━━━━━ Supplied information
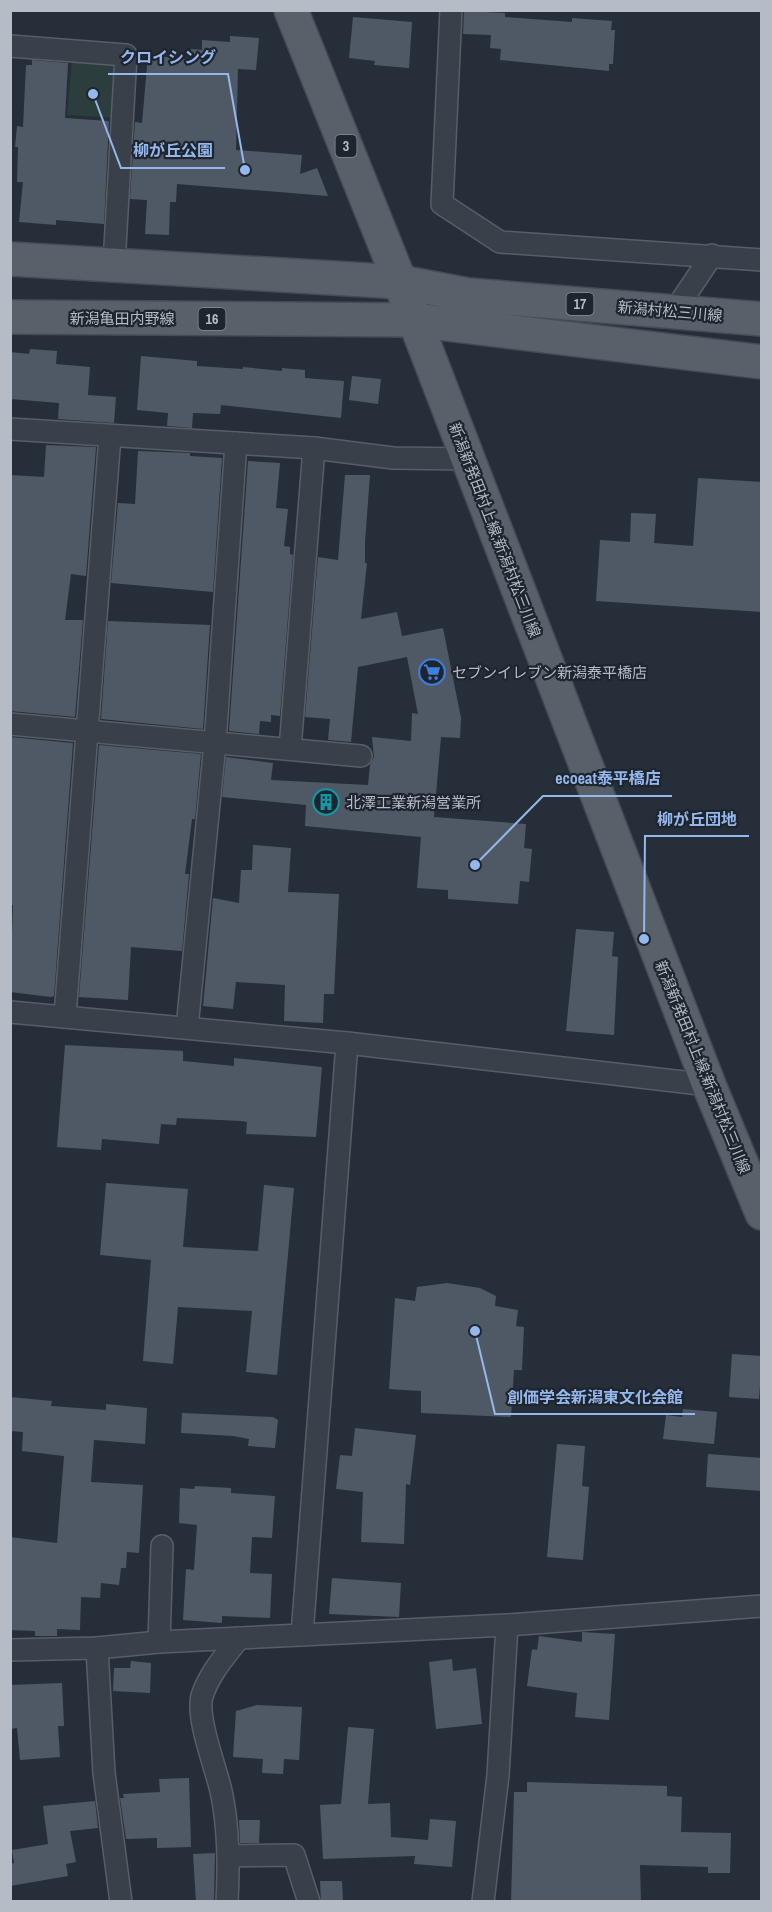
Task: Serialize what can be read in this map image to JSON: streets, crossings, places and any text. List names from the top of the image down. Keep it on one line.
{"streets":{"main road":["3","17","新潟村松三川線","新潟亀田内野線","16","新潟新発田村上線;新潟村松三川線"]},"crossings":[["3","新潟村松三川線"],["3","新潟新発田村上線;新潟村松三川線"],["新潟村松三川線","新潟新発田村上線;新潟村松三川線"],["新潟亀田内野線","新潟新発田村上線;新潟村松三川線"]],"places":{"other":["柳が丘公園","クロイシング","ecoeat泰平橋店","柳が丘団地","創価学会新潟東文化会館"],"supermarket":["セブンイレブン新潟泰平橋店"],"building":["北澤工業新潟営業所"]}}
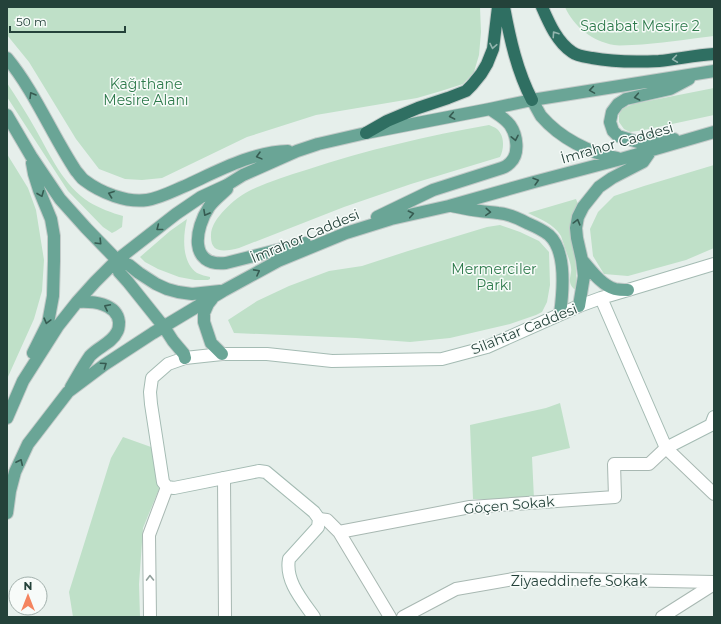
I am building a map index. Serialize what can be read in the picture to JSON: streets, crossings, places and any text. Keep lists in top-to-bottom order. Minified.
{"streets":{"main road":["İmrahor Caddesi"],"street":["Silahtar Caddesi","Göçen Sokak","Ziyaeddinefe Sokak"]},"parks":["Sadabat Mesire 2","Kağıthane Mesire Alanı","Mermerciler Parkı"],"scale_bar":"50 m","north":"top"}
━━━━━━━━━━
Aim of the task. Repeat the material above word for word and skip every image in it.

Answer section.
Task: Serialize what can be read in this map image to JSON: streets, crossings, places and any text. List names from the top of the image down. Keep it on one line.
{"streets":{"main road":["3","17","新潟村松三川線","新潟亀田内野線","16","新潟新発田村上線;新潟村松三川線"]},"crossings":[["3","新潟村松三川線"],["3","新潟新発田村上線;新潟村松三川線"],["新潟村松三川線","新潟新発田村上線;新潟村松三川線"],["新潟亀田内野線","新潟新発田村上線;新潟村松三川線"]],"places":{"other":["柳が丘公園","クロイシング","ecoeat泰平橋店","柳が丘団地","創価学会新潟東文化会館"],"supermarket":["セブンイレブン新潟泰平橋店"],"building":["北澤工業新潟営業所"]}}
I am building a map index. Serialize what can be read in the picture to JSON: streets, crossings, places and any text. Keep lists in top-to-bottom order. Minified.
{"streets":{"main road":["İmrahor Caddesi"],"street":["Silahtar Caddesi","Göçen Sokak","Ziyaeddinefe Sokak"]},"parks":["Sadabat Mesire 2","Kağıthane Mesire Alanı","Mermerciler Parkı"],"scale_bar":"50 m","north":"top"}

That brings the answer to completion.